Comment by Klathmon
8 years ago
Won't it be even easier to just check if the domain contains something outside the currently used character set (perhaps always allowing ascii)?
I think that, plus a "you have never visited this site before" kind of warning could go a long way towards combating these kinds of attacks.
I think the real devil is going to be in the UI. You don't want to make it overly scary (otherwise you penalize domains which use some unicode characters correctly), but it can't be so unnoticable that you won't be able to tell when it matters.
Well if you're Russian (or one of the many other nationalities that uses a Cyrillic character set), then that's still not going to help you. If you visit аррІе.com (all Cyrillic characters) you wouldn't get any warning that it wasn't apple.com (all Latin characters). It's a rather euro-centric solution to the problem.
The thing is, why should an English speaking person get a warning when they visit a Cyrillic url, but a Russian speaking person doesn't get a warning when visiting a url with Latin characters? Why is apple.com assumed to be legitimate and аррІе.com is considered the fraud?
In fact I'm almost sure that browsers originally used to disable IDNs using some kind of scheme that relied on language preferences back when they first started being used. I suspect they eventually abandoned that approach for this very reason. It only seems like a good idea if you're English speaking (or at least some other Latin-based language).

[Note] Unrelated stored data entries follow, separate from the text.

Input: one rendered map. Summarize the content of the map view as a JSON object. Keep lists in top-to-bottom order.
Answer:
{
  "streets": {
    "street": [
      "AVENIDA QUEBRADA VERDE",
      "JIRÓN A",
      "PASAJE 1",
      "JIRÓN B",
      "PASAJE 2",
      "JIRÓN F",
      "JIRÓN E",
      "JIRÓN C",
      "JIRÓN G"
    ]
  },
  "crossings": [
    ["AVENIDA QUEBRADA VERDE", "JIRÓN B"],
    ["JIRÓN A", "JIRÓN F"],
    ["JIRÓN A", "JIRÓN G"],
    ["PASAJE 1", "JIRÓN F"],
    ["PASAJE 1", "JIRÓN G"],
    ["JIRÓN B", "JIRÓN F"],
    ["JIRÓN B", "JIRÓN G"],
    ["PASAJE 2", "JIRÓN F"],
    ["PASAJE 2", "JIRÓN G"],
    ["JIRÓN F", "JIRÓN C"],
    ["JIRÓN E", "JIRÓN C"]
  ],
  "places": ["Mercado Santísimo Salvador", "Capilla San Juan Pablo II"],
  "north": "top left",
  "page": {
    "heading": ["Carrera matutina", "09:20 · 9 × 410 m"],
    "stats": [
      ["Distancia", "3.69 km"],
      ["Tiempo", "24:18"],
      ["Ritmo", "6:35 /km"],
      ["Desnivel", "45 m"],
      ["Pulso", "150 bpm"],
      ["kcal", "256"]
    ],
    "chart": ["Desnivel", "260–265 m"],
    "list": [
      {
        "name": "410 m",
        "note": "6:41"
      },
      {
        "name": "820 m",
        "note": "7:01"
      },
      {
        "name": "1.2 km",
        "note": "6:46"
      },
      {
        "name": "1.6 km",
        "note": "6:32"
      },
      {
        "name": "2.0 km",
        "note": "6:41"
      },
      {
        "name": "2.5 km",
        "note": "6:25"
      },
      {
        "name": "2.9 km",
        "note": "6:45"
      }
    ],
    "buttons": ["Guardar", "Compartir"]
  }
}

For a multi-lingual (really multi-char-set, "multi-graphic"?) user who often visits sites in several different char-sets, and might have a 60/30/5/5 percentage distribution, getting an "are you sure?" check before visiting a site with mixed char sets or a new-to-that-profile unmixed set seems like an useful confirmation that would not be invoked often, but would be likely to avoid a trip to the phishy sites. The same approach would work for the 99/1 or 100/0 distribution. The UI should be more of:
Interestingly enough, my Chrome sends "accept-language:en-US,en;q=0.8,ko;q=0.6". I dont even know how it infers that.